808s and heartbreak cover

Not all rap love songs are of the romantic variety. Otherwise, no matter its commendable fearlessness, the album is a listless, bleary trudge along West's permafrost.20: Puff Daddy I’ll Be Missing You (featuring Faith Evans and 112) (1997) ("Coldest Winter," where West longs for his departed mother, samples the most desolate song from the first Tears for Fears album.) For anyone sifting through a broken relationship and self-letdown, this could all be therapeutic.

808s and heartbreak cover

Several tracks have almost as much in common with irrefutably bleak post-punk albums, such as New Order's Movement and the Cure's Pornography, as contemporary rap and R&B. All the blocky drums, dragging strings, droning synths, and joyless pianos lead to a bleak set of productions - even the synthetic calliope in "Heartless" is unnerved, and the relative pep of "Paranoid" provides no respite, its bitter lyrics subverting a boisterous beat. girl." Earlier in the album, the number she did on him is called "the coldest story ever told," yet he admits he still fantasizes about her.
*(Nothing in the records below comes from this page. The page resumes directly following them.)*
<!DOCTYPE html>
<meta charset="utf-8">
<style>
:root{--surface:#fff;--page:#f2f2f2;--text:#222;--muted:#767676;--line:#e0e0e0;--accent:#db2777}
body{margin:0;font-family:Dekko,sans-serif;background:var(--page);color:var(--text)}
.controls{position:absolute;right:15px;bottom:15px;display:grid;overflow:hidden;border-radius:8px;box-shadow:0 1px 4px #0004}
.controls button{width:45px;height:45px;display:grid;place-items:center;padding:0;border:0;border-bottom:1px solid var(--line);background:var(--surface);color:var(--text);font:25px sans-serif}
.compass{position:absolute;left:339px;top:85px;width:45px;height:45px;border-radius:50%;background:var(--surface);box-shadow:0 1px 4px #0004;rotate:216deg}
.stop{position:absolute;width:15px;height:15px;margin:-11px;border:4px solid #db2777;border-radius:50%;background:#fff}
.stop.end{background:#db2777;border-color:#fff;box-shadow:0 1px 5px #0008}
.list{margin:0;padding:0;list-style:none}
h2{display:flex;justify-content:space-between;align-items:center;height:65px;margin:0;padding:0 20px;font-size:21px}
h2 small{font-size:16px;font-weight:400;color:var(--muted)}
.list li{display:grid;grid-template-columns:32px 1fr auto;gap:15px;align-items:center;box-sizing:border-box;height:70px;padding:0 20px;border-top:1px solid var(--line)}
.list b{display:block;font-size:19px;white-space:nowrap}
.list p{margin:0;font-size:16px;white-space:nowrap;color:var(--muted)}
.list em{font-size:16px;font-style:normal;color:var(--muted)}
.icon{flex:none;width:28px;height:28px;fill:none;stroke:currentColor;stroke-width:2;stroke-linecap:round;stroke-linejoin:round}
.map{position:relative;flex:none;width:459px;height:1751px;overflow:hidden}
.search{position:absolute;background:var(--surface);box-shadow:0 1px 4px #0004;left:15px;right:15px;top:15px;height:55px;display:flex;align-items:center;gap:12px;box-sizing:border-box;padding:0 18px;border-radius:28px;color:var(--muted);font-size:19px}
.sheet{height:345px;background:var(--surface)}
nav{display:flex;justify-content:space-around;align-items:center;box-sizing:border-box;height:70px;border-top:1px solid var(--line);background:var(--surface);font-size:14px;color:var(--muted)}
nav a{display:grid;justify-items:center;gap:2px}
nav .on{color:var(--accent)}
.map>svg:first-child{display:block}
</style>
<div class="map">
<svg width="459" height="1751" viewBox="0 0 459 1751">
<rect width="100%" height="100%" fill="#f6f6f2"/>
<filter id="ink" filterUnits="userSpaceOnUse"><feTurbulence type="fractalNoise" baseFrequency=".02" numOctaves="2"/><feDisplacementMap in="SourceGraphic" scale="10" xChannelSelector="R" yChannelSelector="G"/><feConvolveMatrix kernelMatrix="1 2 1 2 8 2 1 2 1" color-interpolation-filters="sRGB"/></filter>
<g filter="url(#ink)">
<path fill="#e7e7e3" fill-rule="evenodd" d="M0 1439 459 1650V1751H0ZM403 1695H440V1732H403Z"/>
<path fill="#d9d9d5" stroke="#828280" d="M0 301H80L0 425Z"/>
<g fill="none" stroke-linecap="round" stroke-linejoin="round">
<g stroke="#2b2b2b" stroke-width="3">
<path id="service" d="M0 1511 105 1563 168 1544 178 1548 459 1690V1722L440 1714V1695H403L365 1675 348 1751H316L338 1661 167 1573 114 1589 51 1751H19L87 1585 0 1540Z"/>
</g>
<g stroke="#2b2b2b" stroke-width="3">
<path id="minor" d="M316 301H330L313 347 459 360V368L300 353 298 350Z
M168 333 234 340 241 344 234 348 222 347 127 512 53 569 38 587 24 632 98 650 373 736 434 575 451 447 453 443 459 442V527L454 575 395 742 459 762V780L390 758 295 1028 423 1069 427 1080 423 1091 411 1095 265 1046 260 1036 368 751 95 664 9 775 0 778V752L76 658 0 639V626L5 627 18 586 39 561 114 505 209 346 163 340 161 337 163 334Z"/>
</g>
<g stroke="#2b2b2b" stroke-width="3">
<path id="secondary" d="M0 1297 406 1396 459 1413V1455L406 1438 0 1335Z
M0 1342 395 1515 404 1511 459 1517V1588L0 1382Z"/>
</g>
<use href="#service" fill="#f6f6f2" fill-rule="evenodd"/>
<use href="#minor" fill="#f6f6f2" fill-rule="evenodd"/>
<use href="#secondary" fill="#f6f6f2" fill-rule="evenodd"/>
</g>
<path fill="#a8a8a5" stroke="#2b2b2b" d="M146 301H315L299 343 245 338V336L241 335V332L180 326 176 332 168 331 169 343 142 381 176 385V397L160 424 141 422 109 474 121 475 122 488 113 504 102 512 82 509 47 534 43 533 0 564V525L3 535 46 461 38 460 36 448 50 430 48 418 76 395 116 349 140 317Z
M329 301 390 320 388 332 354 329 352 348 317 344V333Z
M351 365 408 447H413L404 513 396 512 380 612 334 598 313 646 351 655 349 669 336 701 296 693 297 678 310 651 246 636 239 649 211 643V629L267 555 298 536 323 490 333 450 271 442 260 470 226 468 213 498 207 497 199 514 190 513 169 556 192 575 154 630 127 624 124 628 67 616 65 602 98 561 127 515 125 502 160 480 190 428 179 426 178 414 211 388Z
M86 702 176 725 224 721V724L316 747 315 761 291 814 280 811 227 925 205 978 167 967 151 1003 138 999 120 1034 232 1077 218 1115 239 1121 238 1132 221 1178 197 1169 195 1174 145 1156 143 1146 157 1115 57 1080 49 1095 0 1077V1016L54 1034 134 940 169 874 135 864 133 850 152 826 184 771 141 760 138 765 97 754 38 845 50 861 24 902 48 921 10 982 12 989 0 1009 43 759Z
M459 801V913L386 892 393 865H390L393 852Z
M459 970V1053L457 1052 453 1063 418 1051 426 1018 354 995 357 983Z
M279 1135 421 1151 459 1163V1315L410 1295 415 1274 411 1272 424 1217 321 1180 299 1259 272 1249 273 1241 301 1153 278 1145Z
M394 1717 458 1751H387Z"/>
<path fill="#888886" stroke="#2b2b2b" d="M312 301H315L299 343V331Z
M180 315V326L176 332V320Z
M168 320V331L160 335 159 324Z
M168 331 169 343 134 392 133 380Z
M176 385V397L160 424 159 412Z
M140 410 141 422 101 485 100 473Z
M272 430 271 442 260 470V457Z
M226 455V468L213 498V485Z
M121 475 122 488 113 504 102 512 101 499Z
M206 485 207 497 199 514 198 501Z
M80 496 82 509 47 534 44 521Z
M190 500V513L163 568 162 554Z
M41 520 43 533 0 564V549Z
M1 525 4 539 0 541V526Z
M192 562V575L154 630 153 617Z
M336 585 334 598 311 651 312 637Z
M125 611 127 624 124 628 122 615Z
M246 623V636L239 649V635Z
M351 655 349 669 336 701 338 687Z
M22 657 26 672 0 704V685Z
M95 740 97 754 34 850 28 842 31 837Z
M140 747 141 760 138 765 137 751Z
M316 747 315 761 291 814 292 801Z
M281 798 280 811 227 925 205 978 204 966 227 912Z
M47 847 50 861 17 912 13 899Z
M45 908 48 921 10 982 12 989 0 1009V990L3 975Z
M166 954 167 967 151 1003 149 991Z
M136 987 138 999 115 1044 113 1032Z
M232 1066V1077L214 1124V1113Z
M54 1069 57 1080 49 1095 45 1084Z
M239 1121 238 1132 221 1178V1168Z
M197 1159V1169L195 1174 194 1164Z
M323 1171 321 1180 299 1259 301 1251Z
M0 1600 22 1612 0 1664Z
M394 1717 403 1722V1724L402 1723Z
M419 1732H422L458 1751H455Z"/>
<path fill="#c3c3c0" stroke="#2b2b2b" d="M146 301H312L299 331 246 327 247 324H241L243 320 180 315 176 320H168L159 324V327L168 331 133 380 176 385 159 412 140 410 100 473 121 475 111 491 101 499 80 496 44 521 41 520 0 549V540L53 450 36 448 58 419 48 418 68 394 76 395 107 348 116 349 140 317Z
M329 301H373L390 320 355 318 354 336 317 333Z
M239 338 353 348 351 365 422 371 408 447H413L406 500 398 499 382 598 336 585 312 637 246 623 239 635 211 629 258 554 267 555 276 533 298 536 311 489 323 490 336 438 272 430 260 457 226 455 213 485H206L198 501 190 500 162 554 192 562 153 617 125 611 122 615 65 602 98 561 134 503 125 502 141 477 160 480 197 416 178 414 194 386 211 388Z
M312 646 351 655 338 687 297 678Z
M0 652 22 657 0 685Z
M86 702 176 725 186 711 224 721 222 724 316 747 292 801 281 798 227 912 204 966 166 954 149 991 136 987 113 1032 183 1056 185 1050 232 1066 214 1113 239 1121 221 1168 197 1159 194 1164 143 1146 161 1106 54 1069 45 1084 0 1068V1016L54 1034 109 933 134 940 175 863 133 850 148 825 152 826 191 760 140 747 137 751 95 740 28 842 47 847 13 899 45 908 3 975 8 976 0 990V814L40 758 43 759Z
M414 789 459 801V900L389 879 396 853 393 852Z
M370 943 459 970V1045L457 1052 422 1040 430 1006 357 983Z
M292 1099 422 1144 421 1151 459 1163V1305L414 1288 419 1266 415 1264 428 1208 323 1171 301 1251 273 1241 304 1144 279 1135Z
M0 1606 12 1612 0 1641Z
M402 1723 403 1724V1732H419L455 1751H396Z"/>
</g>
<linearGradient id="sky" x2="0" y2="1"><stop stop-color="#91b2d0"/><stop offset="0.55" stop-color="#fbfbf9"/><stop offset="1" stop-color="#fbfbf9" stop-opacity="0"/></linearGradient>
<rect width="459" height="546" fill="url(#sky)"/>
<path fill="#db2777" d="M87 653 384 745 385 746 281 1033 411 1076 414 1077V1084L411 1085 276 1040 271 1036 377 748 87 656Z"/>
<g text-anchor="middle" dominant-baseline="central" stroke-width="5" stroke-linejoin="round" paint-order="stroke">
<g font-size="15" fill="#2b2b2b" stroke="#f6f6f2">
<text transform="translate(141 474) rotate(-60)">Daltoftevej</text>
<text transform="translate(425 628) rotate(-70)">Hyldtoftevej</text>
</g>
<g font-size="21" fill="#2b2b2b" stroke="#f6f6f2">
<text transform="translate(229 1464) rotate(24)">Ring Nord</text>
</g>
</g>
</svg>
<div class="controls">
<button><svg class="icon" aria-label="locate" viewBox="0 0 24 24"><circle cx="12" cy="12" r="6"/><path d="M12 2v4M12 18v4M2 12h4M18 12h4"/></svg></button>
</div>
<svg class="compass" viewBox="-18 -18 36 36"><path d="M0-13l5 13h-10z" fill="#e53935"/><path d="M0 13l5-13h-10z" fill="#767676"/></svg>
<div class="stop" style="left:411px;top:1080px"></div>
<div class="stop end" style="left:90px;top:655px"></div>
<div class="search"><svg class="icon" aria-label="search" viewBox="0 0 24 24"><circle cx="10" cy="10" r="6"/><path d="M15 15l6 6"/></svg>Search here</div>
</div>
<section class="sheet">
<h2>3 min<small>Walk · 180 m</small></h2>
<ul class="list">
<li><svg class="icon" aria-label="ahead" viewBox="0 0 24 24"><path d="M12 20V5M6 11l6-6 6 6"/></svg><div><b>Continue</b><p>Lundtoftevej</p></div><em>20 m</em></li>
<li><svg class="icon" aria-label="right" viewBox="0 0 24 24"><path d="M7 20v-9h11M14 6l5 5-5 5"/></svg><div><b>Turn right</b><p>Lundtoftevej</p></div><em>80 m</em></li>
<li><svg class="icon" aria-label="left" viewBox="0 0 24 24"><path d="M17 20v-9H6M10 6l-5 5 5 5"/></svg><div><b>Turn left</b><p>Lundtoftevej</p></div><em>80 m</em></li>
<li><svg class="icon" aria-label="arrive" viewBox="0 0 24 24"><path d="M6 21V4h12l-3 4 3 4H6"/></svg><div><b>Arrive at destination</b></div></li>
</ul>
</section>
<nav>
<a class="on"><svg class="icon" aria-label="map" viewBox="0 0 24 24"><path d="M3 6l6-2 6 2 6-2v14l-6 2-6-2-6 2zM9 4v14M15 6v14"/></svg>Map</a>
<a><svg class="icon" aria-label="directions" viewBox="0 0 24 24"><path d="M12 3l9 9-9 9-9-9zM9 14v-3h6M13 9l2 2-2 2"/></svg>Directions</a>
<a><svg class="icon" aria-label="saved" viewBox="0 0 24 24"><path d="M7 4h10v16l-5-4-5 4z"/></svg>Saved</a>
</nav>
The majority of the lyrics, however, are directed at an ex who evidently did some damage in "RoboCop" alone, she gets compared to the antagonist in Misery and is called a "spoiled little L.A.

808s and heartbreak cover

When, in "Welcome to Heartbreak," he dispassionately recounts sitting alone on a flight, ahead of a laughing family, he makes first class sound like Siberia he'd swap lives with the father in an instant. In various spots across 808s & Heartbreak, the constant flutter of West's processed voice, along with a seldom interrupted sluggish march of aching sounds, is enlivened by the disarming manner in which despair and dejection are conveyed. It was indeed a wreck, if a kind of fascinating one, which helped make the material - voiced by someone who could not really sing, whose substantial shortcomings were not made less obvious by a polarizing studio device - seem a little less difficult on the ears. Not only did he go through with it, but Roc-A-Fella released the result in time for the 2008 Christmas shopping season. Remember when Kanye West threatened to make an album where he would bear his heartbroken soul, align with T-Pain, sing on every song with the then inescapable Auto-Tune effect and, less problematically, lean on the common element - the Roland TR-808 drum machine - of classics like "Make It Last Forever," "Posse on Broadway," "808," and "Bossy"? It would have been a wreck, a case of an artist working through paralyzing heartache while loose in a toy store.